Bush’s catastrophic presidency.

Under Bush, the number of Americans without health insurance has
soared from 39 million to 47 million; the gap between rich and poor has
reached an unprecedented and precarious divide thanks in part to Bush’s
top-down tax cuts, with the wealthiest 1 percent of Americans now
earning nearly 25 percent of all income; and the $275-million-a-day
fiasco in Iraq continues with nearly 4,000 American troops and 700,000
Iraqis dead.

This would seem to be a political environment in which it would be
impossible for Democrats to lose. But we have felt this confident, and
been burned, before. Thus, the crucial question facing the Stranger
Election Control Board was this: Which candidate is best suited to take
on the formidable and conniving GOP—and Fox News, Rush Limbaugh,
and America’s cowed “liberal” media—in November? The SECB
believes the answer to this question is Barack Obama.

* * *

It is hard to believe today, but as recently as three years ago the
Democratic party seemed in the midst of a crippling identity crisis.
Its leaders could not figure out how to connect with a country that had
become unrecognizable to most liberals. Now this same
party—having won control of Congress in 2006—is speaking to
a voting population that has, by and large, caught on. Democrats are
advancing a focused agenda to achieve universal health care, end the
occupation of Iraq, combat global warming, reestablish the United
States as a respected international leader, reverse the erosion of
civil liberties at home, and make the economy work for the middle class
again.

Obama, a once-in-a-generation political orator with a bold message
of unity, is the best bet for moving that agenda into the Oval Office.
For starters, he would be better against the GOP on the campaign trail
than Clinton.

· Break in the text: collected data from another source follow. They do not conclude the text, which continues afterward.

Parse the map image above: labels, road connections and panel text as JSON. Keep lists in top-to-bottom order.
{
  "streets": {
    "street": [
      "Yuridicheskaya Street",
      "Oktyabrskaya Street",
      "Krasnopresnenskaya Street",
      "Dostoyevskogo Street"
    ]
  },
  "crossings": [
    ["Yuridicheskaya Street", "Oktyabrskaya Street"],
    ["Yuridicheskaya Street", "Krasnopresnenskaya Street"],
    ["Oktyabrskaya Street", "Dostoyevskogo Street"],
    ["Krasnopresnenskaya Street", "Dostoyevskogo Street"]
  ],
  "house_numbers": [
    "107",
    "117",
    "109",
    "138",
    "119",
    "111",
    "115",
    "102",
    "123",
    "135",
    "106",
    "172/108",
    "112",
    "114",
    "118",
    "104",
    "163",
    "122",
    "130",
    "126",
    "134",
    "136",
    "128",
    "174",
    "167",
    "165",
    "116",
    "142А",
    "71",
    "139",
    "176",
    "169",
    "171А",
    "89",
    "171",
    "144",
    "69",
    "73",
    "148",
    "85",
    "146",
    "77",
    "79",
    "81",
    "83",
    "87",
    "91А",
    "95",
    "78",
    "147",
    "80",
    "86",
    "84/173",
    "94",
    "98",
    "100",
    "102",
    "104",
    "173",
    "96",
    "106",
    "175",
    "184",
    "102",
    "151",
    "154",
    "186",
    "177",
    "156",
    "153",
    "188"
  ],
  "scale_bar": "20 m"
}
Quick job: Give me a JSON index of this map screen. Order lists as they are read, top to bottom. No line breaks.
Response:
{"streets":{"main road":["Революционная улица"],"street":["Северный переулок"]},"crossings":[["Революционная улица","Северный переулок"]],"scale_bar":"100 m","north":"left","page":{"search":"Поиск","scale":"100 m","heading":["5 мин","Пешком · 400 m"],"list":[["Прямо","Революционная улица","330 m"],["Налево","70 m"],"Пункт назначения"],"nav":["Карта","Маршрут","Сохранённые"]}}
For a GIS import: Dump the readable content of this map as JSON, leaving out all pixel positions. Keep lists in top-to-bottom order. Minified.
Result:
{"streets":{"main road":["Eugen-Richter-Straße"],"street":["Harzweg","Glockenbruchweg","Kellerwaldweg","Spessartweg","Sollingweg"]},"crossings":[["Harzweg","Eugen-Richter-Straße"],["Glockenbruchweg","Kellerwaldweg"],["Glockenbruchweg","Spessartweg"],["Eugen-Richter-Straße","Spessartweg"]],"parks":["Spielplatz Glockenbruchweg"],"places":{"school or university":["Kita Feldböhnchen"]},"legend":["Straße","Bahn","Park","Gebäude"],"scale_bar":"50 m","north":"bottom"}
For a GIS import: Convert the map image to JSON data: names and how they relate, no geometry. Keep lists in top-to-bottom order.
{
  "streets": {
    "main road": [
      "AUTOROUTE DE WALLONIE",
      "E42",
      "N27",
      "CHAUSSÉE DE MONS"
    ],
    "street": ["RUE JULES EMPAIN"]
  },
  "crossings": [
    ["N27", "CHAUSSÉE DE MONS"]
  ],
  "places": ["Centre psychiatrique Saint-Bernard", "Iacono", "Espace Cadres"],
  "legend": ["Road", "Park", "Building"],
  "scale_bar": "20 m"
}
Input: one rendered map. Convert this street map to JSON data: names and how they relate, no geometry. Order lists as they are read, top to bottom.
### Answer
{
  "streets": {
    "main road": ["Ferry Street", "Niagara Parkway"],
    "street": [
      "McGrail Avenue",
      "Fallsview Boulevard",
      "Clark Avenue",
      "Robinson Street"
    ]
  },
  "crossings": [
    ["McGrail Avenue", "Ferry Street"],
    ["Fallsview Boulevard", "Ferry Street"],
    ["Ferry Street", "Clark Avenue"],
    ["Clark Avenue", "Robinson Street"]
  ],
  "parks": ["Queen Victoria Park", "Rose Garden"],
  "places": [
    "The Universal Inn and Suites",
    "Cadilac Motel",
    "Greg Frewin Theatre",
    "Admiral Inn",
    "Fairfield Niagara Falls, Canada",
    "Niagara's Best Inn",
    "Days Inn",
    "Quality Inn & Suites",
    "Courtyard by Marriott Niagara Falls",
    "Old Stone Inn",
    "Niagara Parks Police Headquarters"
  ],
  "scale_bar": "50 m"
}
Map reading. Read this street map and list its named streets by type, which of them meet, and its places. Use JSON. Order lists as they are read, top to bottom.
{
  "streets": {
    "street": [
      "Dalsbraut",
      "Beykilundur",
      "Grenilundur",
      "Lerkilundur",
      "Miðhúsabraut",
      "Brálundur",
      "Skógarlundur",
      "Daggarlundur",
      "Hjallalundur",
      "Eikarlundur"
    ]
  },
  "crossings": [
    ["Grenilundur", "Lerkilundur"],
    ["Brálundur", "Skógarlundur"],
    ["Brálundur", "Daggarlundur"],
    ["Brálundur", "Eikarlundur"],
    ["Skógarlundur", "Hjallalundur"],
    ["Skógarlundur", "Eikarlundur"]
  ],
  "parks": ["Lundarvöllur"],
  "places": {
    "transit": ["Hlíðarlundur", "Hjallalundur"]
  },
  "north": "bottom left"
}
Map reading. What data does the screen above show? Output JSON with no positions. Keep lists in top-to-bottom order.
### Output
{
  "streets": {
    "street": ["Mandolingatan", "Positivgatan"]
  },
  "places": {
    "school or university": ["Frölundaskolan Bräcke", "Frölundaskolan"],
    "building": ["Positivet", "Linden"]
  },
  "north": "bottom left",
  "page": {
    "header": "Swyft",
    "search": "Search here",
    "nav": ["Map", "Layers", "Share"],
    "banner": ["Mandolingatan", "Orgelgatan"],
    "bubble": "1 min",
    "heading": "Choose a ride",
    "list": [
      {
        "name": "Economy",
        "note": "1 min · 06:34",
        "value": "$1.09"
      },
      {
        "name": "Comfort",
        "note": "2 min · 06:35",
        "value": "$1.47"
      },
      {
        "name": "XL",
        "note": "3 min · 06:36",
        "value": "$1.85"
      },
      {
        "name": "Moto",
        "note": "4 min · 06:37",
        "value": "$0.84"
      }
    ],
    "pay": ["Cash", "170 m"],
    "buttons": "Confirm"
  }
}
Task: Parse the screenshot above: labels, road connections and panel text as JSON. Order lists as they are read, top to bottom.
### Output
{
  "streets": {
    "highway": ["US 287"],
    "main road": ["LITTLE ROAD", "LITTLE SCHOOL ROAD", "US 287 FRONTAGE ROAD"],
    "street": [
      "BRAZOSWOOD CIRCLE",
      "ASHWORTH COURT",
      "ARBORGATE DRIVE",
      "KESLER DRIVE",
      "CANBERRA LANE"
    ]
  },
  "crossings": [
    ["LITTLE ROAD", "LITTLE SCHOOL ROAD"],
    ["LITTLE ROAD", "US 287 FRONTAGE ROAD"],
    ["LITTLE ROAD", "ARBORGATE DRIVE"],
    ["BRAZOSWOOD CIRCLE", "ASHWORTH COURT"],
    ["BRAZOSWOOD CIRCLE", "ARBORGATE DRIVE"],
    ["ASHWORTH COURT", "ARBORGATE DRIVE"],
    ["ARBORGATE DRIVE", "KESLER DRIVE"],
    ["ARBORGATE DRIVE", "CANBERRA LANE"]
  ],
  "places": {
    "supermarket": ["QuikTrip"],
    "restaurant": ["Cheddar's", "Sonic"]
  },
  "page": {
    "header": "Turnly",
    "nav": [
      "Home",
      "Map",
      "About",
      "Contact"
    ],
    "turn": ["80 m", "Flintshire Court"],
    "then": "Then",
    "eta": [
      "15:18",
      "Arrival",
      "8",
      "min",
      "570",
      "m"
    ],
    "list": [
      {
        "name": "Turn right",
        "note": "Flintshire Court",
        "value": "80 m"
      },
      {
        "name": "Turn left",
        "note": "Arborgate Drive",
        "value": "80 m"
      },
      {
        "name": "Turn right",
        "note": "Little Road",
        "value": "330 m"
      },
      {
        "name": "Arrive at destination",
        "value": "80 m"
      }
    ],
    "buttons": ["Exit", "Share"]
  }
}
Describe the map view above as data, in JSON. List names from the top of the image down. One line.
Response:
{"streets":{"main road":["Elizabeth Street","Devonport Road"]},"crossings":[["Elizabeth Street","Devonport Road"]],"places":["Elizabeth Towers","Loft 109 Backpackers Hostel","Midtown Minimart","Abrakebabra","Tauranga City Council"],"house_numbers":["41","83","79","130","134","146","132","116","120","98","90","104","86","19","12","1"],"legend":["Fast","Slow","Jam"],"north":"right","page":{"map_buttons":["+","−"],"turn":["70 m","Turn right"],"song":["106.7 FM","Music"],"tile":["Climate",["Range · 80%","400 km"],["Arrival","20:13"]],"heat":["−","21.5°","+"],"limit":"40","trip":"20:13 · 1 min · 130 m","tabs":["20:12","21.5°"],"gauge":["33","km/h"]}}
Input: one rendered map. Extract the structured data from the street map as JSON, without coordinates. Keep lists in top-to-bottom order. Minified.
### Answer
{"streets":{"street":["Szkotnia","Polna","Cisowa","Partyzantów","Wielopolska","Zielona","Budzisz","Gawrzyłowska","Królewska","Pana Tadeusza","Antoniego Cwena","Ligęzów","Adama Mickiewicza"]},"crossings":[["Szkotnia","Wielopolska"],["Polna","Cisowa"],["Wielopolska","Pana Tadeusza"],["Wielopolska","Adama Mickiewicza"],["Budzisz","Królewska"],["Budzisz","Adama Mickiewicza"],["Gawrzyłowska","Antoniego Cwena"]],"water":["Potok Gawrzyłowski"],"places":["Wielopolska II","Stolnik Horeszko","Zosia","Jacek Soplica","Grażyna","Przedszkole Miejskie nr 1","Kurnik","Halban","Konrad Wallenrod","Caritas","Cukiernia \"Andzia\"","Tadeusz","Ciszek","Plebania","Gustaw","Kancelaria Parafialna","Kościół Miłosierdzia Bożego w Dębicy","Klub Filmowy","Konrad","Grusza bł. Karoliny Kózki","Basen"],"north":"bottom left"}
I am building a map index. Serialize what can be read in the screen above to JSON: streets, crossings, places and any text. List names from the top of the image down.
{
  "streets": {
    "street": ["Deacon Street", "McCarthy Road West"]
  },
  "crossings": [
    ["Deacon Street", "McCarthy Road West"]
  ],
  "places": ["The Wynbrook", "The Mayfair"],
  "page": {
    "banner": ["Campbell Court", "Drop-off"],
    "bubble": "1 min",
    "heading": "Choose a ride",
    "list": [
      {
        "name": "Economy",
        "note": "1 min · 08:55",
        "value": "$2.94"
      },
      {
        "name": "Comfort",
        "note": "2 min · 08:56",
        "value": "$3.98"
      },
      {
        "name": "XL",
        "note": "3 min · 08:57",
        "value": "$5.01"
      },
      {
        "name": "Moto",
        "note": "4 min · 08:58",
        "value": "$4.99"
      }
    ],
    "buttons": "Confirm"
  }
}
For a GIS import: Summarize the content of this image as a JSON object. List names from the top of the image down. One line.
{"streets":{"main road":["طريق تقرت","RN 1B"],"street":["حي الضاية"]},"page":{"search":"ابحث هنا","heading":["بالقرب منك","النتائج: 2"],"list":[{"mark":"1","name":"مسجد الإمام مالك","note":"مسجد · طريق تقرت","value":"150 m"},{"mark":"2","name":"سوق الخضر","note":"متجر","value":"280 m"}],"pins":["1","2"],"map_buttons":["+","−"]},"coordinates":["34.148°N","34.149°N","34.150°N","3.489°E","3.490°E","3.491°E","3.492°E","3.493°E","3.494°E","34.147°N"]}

The SECB admires Hillary Clinton, and not in a
damning-with-faint-praise sort of way: She’s a wonk, and she can be a
tough, even ruthless campaigner. But we have reservations about
nominating a candidate who’s so polarizing. If we were
Republicans—which we’re not, because Republicans are always
fucking over people who live on SECB
wages—we’d be terrified
about having to take on a superstar like Barack Obama.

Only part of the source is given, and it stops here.